Il sentait un profond malaise autour de lui, une hostilité sourde, mais il n’en avait cure. Il était harassé. S’il était resté cinq minutes seulement dans un fauteuil, il se serait endormi.

— Parlez-lui maintenant de ses compagnons, de ses mâles, de Victor Poliensky, sorte d’idiot de village à la force de gorille, de Serge Madok au cou épais et à la peau grasse, de Cari et du gamin qu’ils appellent Pietr.

Elle cueillait les noms sur les lèvres de Maigret et, à chacun d’eux, elle tressaillait.

— Est-ce que le petit était son amant, lui aussi ?

— Je dois traduire ?

— Je vous en prie. Ce n’est pas vous qui la ferez rougir.

Acculée, elle parvenait à sourire à l’évocation de l’adolescent.

— Demandez-lui si c’était vraiment son frère.

Chose curieuse, il y avait des moments où une chaude tendresse passait dans les yeux de la femme, et pas seulement quand elle rapprochait de son sein le visage de l’enfant.
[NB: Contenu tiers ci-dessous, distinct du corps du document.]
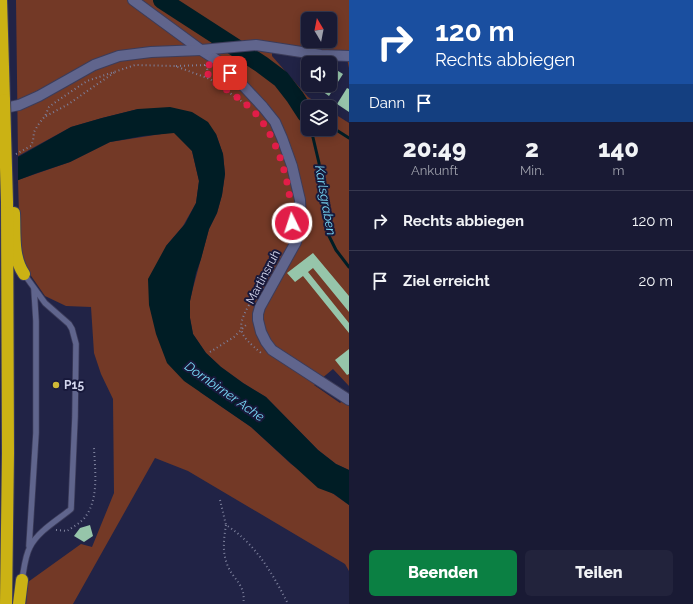 <!DOCTYPE html>
<html lang="de">
<head>
<meta charset="utf-8">
<style>
  body { margin:0; font-family:Raleway,sans-serif; background:#22233c; color:#f1f3f6; height:100vh; display:flex; flex-direction:column; font-size:15px; white-space:nowrap }
  * { box-sizing:border-box; margin:0 }
  p { font-size:13px; color:#9fa1ac }
  .icon { flex:none; width:22px; height:22px; fill:none; stroke:currentColor; stroke-width:2; stroke-linecap:round; stroke-linejoin:round }
  .map { position:relative; flex:1; overflow:hidden }
  .side { display:flex; flex-direction:column; background:#191a34; width:344px }
  .side>* { flex:none }
  .top-card { background:#1a4fa0; color:#fff; overflow:hidden }
  .needle { width:26px; rotate:350deg }
  .tools { position:absolute; left:301px; top:12px; display:grid; gap:8px }
  .tools a { display:grid; place-items:center; width:36px; height:36px; border-radius:6px; background:#191a34; box-shadow:0 2px 10px #0003,0 0 0 1px #37384f; font-size:20px }
  .pin { position:absolute; display:grid; place-items:center; width:34px; height:34px; color:#fff; margin:-17px; border-radius:8px; box-shadow:0 2px 6px #0006 }
  .me { position:absolute; width:44px; margin:-22px; rotate:356deg; stroke-linejoin:round; filter:drop-shadow(0 0 3px #0008) }
  .turn { display:flex; align-items:center; gap:14px; height:84px; padding:0 20px; font-size:18px }
  .turn .icon { width:52px; height:52px; stroke-width:2.5 }
  .turn b { display:block; font-size:28px; line-height:34px }
  .then { display:flex; align-items:center; height:38px; padding:0 20px; background:#0003; gap:8px; font-size:15px }
  .eta { display:flex; justify-content:space-evenly; align-items:center; height:68px; text-align:center }
  .eta b { font-size:24px; font-weight:800; line-height:28px }
  .primary-button { display:flex; gap:8px; margin-top:auto; padding:8px 20px }
  .primary-button a { flex:1; height:46px; border-radius:6px; background:#0b8043; color:#fff; font-size:16px; font-weight:800; line-height:46px; text-align:center }
  .primary-button a+a { background:#22233c; color:#f1f3f6 }
  ul { padding:0; list-style:none }
  li { display:flex; align-items:center; gap:12px; height:60px; padding:0 20px; border-top:1px solid #37384f }
  li div { flex:1 }
  li b { display:block; font-size:15px }
  li em { font-style:normal }
  main { display:flex; flex:1; min-height:0 }
  .map>svg:first-child { display:block }
  .green { fill:#733926; fill-rule:evenodd }
  .water { fill:#001d25 }
  .pier { fill:#212346 }
  .lines { fill:none; stroke-linecap:round; stroke-linejoin:round }
  .stream { stroke:#001d25; stroke-width:3 }
  .river { stroke:#001d25; stroke-width:18 }
  .building { fill:#96c5aa }
  .lane-casing { stroke:#3c3c5a; stroke-width:7 }
  .street-casing { stroke:#3c3c5a; stroke-width:12 }
  .highway-casing { stroke:#3c3c5a; stroke-width:14 }
  .path { stroke:#7d809c; stroke-width:2; stroke-dasharray:1 3; stroke-linecap:butt }
  .lane { stroke:#60658d; stroke-width:5.5 }
  .street { stroke:#60658d; stroke-width:10 }
  .highway { stroke:#cbb214; stroke-width:12 }
  .highway-bridge-casing { stroke:#3c3c5a; stroke-width:14; stroke-linecap:butt }
  .highway-bridge { stroke:#cbb214; stroke-width:12 }
  .route { stroke:#e11d48; stroke-width:7; stroke-dasharray:0 12.6 }
  .poi-dot { fill:#cfb837; stroke:#18193b; stroke-width:1.5 }
  .labels { text-anchor:middle; stroke-width:4; stroke-linejoin:round; paint-order:stroke }
  .street-label { font-size:12px; fill:#d3d6ed; stroke:#18193b }
  .poi-label { font-size:12px; font-weight:bold; fill:#d3d6ed; stroke:#18193b; text-anchor:start }
  .water-label { font-size:13px; font-style:italic; fill:#78d9f6; stroke:#18193b }
</style>
</head>
<body>
<main>
<div class="map">
<svg width="349" height="604" viewBox="0 0 349 604">
  <rect width="100%" height="100%" fill="#212346"/>
  <g class="green">
    <path d="M16,0H349V68L347,59L272,51V56L308,97L324,107H308V129H330V111L349,123V386L333,369L314,385L340,403L349,395V470L336,464L318,450L266,397L243,383L221,367L206,353L193,334L190,318V301L193,288L209,229L217,213L222,195L225,174L223,154L216,134L138,109L102,118L71,127L18,156ZM308,19H330V41H308Z"/>
    <polygon points="174,132 192,151 199,181 196,203 183,226 166,246 200,392 251,427 291,464 349,505 349,571 345,564 188,471 155,458 73,604 26,604 28,582 81,544 92,547 114,493 113,399 101,374 94,353 91,307 66,306 45,296 27,270 20,248 18,180 70,162 110,142"/>
  </g>
  <polygon class="water" points="170,107 192,112 208,122 216,134 223,154 225,174 222,195 217,213 209,229 201,259 196,273 190,301 190,318 193,334 206,353 221,367 243,383 266,397 318,450 336,464 349,470 349,505 334,494 318,488 251,427 184,381 167,363 156,334 149,305 148,279 166,246 185,224 196,203 199,181 192,151 174,133 143,136 110,142 70,162 37,173 0,187 0,164 20,156 71,127 102,118 138,109"/>
  <polygon class="pier" points="18,154 18,182 0,189 0,162"/>
  <g class="lines">
    <g class="stream">
      <polyline points="306,114 308,119"/>
      <polyline points="330,126 349,138"/>
      <polyline points="311,129 319,163 325,220 329,236 336,250 349,267"/>
    </g>
    <polyline class="river" points="162,0 261,64 281,79 295,97 306,114"/>
  </g>
  <g class="building">
    <polygon points="330,66 343,74 329,96 316,87 317,85 330,85"/>
    <polygon points="347,88 349,89 349,112 337,104"/>
    <polygon points="313,253 349,296 349,312 313,268 308,272 349,323 349,333 303,276 295,282 287,273"/>
    <polygon points="349,349 349,374 347,375 335,360"/>
    <polygon points="90,525 93,536 84,542 74,536 80,528"/>
  </g>
  <g class="lines">
    <defs>
      <g id="lane">
        <polyline points="29,546 36,433 36,321 34,289"/>
        <path d="M22,580C24,569 25,556 30,547C38,531 58,520 71,509L75,417L76,344L72,329L69,324L45,303L24,274"/>
      </g>
      <g id="street">
        <polyline points="133,0 201,50 223,64 263,107 275,122 282,138 292,166 300,200 301,222 296,242 260,307 258,314 258,320 261,332 266,342 272,350 349,400"/>
        <polyline points="0,109 19,105 39,96 94,65 119,56 151,52 201,50 256,45 321,55 349,56"/>
      </g>
      <g id="highway">
        <polyline points="1,0 4,100"/>
        <path d="M14,213C15,232 12,257 24,274"/>
        <polyline points="6,604 8,453 7,202"/>
        <polyline points="19,604 22,580"/>
      </g>
    </defs>
    <use href="#lane" class="lane-casing"/>
    <use href="#street" class="street-casing"/>
    <use href="#highway" class="highway-casing"/>
    <g class="path">
      <polyline points="206,65 210,79"/>
      <polyline points="176,66 206,65"/>
      <polyline points="46,116 67,105 115,72"/>
      <polyline points="16,154 31,146 33,141 34,132 38,125 45,116 49,107 57,101 87,81 135,65 175,66 210,79 244,103"/>
      <path d="M249,305C235,330 240,335 261,353"/>
      <polyline points="210,352 234,337 248,323"/>
      <path d="M220,500L226,525C255,543 273,574 288,604"/>
      <path d="M226,525C224,538 222,551 227,564C232,579 247,585 243,604"/>
      <path d="M56,530L67,531C73,527 82,522 86,516C99,497 95,470 94,448"/>
    </g>
    <use href="#lane" class="lane"/>
    <use href="#street" class="street"/>
    <use href="#highway" class="highway"/>
    <defs>
      <polyline id="highway-bridge" points="4,100 7,202"/>
    </defs>
    <use href="#highway-bridge" class="highway-bridge-casing"/>
    <use href="#highway-bridge" class="highway-bridge"/>
  </g>
  <g class="lines">
    <path class="route" d="M230,73L223,64L206,65C207,69 208,77 211,80C213,82 218,84 221,86C230,92 240,99 248,106C278,132 291,185 292,223"/>
  </g>
  <circle class="poi-dot" cx="56" cy="385" r="4"/>
  <g class="labels">
    <g class="street-label">
      <text transform="translate(263 277) rotate(-62)" y="4">Martinsruh</text>
    </g>
    <g class="poi-label">
      <text x="64" y="389">P15</text>
    </g>
    <g class="water-label">
      <text transform="translate(326 200) rotate(80)" y="5">Karlsgraben</text>
      <text transform="translate(225 391) rotate(35)" y="5">Dornbirner Ache</text>
    </g>
  </g>
</svg>
<div class="tools">
<a><svg class="needle" viewBox="-14 -14 28 28"><path d="M0-13l5 13h-10z" fill="#e53935"/><path d="M0 13l5-13h-10z" fill="#9fa1ac"/></svg></a>
<a><svg class="icon" aria-label="sound" viewBox="0 0 24 24"><path d="M4 9h4l5-4v14l-5-4H4zM17 9q2 3 0 6"/></svg></a>
<a><svg class="icon" aria-label="layers" viewBox="0 0 24 24"><path d="M12 4l9 5-9 5-9-5zM3 14l9 5 9-5"/></svg></a>
</div>
<div class="pin" style="left:230px;top:73px;background:#d93025"><svg class="icon" aria-label="arrive" viewBox="0 0 24 24"><path d="M6 21V4h12l-3 4 3 4H6"/></svg></div>
<svg class="me" style="left:292px;top:223px" viewBox="-20 -20 40 40"><circle r="17" fill="#e11d48" stroke="#fff" stroke-width="3"/><path d="M0-11L8 9 0 5-8 9z" fill="#fff"/></svg>
</div>
<section class="side">
<div class="top-card">
<div class="turn"><svg class="icon" aria-label="right" viewBox="0 0 24 24"><path d="M7 20v-9h11M14 6l5 5-5 5"/></svg><div><b>120 m</b>Rechts abbiegen</div></div>
<div class="then">Dann<svg class="icon" aria-label="arrive" viewBox="0 0 24 24"><path d="M6 21V4h12l-3 4 3 4H6"/></svg></div>
</div>
<div class="eta">
<div><b>20:49</b><p>Ankunft</p></div>
<div><b>2</b><p>Min.</p></div>
<div><b>140</b><p>m</p></div>
</div>
<ul>
<li><svg class="icon" aria-label="right" viewBox="0 0 24 24"><path d="M7 20v-9h11M14 6l5 5-5 5"/></svg><div><b>Rechts abbiegen</b></div><em>120 m</em></li>
<li><svg class="icon" aria-label="arrive" viewBox="0 0 24 24"><path d="M6 21V4h12l-3 4 3 4H6"/></svg><div><b>Ziel erreicht</b></div><em>20 m</em></li>
</ul>
<div class="primary-button"><a>Beenden</a><a>Teilen</a></div>
</section>
</main>
</body>
</html>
— Maintenant, monsieur le Tchèque...

— On m’appelle Franz Lehel.

— Cela m’est égal. Je vous prie de traduire très exactement, mot pour mot, ce que je vais dire. Il est possible que la tête de votre compatriote en dépende. Dites-lui d’abord ça : que sa tête dépend de l’attitude qu’elle va prendre.

— Je dois vraiment ?

Et l’infirmière de murmurer :

— C’est répugnant !

Mais Maria, elle, ne broncha pas. Elle devint seulement un peu plus pâle, puis elle parvint à sourire.

— Il y a un autre individu que nous ne connaissons pas et qui était leur chef.

— Je traduis ?

— Je vous en prie.

Cette fois, ce fut un sourire ironique que l’on obtint de l’accouchée.

— Elle ne parlera pas, je le sais. Je m’y attendais en arrivant. Ce n’est pas une femme qu’on intimide. Il y a cependant un détail que je veux savoir, parce que des vies humaines sont en jeu.

— Je traduis ?

— Pourquoi vous ai-je fait venir ?

— Pour traduire. Je vous demande pardon.

Et, très raide, il semblait réciter une leçon.

— Entre le 12 octobre et le 21 novembre, il y a à peu près un mois et demi. Entre le 21 novembre et le 8 décembre, il y a un peu plus de quinze jours. Cinq semaines encore avant le 19 janvier. Vous ne comprenez pas ? C’est le temps qu’il fallait à peu près à la bande pour dépenser l’argent. Or, nous sommes à la fin février. Je ne peux rien promettre. D’autres, quand le procès viendra aux Assises, décideront de son sort. Traduisez.